Many economic variables remain for China with ongoing US trade tensions
Against the back-drop of ongoing US-China trade tensions, with talks resuming this week, a report from global management firm McKinsey & Company examines the short-term economic landscape in China.
Recent years have seen an increasingly hostile trade relationship between major global powers. The effect has been uncertainty and a potential slowdown in the global economy, and tariffs between the US and China in particular have resulted in uncertainties for businesses globally.

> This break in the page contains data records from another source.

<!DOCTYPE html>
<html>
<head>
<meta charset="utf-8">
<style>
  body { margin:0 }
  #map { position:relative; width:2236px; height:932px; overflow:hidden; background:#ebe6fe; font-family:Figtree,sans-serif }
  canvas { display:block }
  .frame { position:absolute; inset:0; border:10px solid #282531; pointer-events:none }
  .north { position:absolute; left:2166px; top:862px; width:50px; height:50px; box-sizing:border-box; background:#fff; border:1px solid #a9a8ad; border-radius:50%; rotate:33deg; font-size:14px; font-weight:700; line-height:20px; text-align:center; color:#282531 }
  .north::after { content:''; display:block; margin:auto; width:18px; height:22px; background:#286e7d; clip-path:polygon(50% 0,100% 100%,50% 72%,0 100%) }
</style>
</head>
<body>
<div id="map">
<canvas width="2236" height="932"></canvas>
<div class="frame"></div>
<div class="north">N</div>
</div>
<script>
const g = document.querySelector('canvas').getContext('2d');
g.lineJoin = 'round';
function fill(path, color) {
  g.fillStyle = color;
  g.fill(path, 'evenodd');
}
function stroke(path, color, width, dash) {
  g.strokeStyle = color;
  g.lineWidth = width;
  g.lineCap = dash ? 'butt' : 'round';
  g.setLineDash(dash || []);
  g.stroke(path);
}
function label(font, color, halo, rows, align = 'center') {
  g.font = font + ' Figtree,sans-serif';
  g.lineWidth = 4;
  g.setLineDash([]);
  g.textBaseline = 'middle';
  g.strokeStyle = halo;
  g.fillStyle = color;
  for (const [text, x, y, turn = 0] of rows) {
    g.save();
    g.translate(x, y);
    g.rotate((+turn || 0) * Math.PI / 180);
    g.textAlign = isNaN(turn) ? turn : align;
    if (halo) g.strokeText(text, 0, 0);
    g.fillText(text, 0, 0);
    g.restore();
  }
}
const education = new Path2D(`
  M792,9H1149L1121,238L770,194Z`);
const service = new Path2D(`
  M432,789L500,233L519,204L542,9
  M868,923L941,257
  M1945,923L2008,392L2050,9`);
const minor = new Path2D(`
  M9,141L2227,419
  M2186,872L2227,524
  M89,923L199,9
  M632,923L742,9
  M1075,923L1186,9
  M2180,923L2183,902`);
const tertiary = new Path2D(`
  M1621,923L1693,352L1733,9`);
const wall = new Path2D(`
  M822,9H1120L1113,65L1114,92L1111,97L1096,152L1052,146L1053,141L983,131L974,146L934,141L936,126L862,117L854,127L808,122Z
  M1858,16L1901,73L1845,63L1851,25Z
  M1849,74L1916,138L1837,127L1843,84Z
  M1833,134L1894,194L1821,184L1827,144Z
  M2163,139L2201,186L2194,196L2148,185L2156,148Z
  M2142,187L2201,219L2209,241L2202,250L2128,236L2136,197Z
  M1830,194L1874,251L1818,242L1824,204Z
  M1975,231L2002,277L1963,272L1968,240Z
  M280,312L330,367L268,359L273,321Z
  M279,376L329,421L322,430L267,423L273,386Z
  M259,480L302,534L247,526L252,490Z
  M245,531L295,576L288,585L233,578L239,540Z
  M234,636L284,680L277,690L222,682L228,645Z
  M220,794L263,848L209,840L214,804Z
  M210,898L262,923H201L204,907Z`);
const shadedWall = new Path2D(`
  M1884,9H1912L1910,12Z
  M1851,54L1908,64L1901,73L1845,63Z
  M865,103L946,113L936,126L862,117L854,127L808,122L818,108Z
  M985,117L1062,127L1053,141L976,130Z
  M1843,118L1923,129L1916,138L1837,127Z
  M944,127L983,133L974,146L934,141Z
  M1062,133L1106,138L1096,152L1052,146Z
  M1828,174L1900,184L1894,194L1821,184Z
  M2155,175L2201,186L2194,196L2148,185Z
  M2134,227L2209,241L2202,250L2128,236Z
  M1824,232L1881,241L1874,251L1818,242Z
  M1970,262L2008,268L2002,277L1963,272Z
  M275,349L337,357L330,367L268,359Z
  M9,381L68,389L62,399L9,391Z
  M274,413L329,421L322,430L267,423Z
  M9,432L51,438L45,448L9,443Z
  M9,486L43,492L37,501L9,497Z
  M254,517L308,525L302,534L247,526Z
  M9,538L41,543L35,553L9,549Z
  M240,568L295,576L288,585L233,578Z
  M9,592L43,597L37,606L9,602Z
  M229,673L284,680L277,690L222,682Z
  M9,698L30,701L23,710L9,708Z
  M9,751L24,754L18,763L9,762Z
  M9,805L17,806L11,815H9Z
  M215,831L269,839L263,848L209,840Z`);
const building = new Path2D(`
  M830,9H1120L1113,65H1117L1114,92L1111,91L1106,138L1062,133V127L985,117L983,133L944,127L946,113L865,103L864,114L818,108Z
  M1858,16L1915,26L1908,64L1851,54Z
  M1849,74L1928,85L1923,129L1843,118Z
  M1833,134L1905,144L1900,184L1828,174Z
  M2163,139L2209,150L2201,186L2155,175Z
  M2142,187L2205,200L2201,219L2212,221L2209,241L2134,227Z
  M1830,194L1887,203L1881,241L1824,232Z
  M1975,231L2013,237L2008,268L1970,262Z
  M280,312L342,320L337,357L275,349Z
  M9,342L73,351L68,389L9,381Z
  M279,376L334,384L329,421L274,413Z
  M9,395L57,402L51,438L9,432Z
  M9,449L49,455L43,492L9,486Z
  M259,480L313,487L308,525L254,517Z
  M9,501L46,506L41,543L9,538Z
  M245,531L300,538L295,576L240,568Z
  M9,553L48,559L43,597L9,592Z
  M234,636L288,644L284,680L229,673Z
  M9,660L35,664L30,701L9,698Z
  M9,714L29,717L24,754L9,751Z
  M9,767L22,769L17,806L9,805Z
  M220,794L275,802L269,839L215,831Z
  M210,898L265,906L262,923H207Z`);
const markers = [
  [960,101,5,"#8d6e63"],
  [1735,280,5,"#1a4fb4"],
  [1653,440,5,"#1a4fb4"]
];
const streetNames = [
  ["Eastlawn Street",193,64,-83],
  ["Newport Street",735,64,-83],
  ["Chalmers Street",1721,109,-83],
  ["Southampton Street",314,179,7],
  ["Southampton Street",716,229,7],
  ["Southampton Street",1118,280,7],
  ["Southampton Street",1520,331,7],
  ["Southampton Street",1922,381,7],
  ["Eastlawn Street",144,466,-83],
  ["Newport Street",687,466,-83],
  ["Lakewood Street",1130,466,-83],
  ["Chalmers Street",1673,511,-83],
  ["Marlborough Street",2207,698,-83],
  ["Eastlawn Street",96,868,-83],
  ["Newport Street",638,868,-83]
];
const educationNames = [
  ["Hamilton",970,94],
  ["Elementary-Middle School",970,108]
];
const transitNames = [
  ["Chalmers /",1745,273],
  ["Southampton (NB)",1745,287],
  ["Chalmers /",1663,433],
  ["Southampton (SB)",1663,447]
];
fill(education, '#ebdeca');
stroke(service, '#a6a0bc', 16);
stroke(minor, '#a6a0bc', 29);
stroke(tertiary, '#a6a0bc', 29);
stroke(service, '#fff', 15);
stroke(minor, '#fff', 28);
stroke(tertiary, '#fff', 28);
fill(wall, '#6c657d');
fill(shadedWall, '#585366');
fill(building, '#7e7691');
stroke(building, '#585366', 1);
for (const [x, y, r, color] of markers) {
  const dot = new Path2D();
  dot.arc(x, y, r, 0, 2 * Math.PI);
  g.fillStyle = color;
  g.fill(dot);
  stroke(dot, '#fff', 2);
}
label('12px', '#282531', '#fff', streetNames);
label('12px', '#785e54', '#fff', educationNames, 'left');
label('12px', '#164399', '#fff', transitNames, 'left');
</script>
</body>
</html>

A recent analysis from McKinsey & Company explores possible impacts on businesses.
To better understand possible changes for the Chinese market, including changes to how global businesses operate in China and the wider impact of likely regulations may have on future activity, the ‘What can we expect in China in 2019?’ McKinsey report considers a range of major themes likely to affect consumers and businesses in China over the coming year.
With the trading relationship between the US and China recently souring, tariffs have been enacted by both countries on their respective goods. The effect of tariffs remains a key unknown, with negotiations to offset further tariffs ongoing. Yet for businesses, one consequence for the coming year is uncertainty, the effect of which could result in more measured decision-making.Besides the tariffs, the US has deployed a raft of measures to prevent various harms to its businesses in China. These range from measures to protect intellectual property to those focused on reducing barriers to the operation of businesses within China. The firm notes that negotiations may see tariffs rolled back – pending structural changes, many of which would benefit foreign businesses operating in China.
The ultimate effect of a further ratcheting up of tariffs – a further 25% is planned on $200 billion of goods from China if no deal is reached – also remains unclear. As it stands, around 20% of Chinese factory output is destined for the US. However, many of the larger companies operate across multiple jurisdictions, with factories outside of China in some instances able to pick up US destined products and other production tasked shifted to China – resulting in some additional operating cost but not much capital expenditure.
Some production is also being shifted out of China, as the country itself shifts focus, into new manufacturing bases in Southeast and South Asian countries. Samsung for instance has moved some of its operations to Vietnam, while Li & Fung’s textiles has moved operations to Bangladesh. The firm notes however, that given the strength of the Chinese supply chain, such moves are small relative to the continued dominance of Chinese manufacturing.One effect of the US government’s increased focus on limiting intellectual property exposure to China is more stringent rules around access – to plans and products as well as business partnerships and talent. The report notes this could see the Chinese and US arms of businesses split up in the future into distinct legal entities, with more specific “localised” products and services to meet market needs as well as new regulatory requirements.
Domestic markets also face a number of headwinds, reflecting wider structural difficulties in the market resulting from borrowing against relatively high share-values. The money, which came from both official and shadow bank sources, was often not put to productive use, which now means many companies have loans that are effectively underwater; estimated it at around $1.3 trillion or 10% of the market capitalisation. However, the effect of this is likely to see both state and wider business intervention to bail-out effected companies, whose fundamentals remain relatively solid.Still, the study found that consumers will remain the main driver of the Chinese growth story, generating 78% of economic growth. Here, consumers remain relatively resilient to the effect of US tariffs, with only modest declines in spending – consumers having seen their incomes increase by 8% over the past nine months. The government has also announced tax cuts – equivalent to a year’s pay for the median household.
Consumers in China are also continuing to shift their purchasing to higher quality products and services, as incomes increase. Trading up is taking place across most product types, with spirits and wine seeing the highest level of shift followed by cosmetics and hair products. In developed markets, meanwhile, consumers are opting to trade down – for instance, in the UK, the firm notes there is a net negative trend in most product categories for lower quality/priced goods.
That consumers remain confident and willing to grow their spending is however essential if China is to achieve anything close to 6 percent growth in 2019, states the report, concluding; “2019 is a year to remain highly alert to signals on where the economy is headed, most critically for being prepared for a wide range of outcomes and being bold when it comes to taking action.”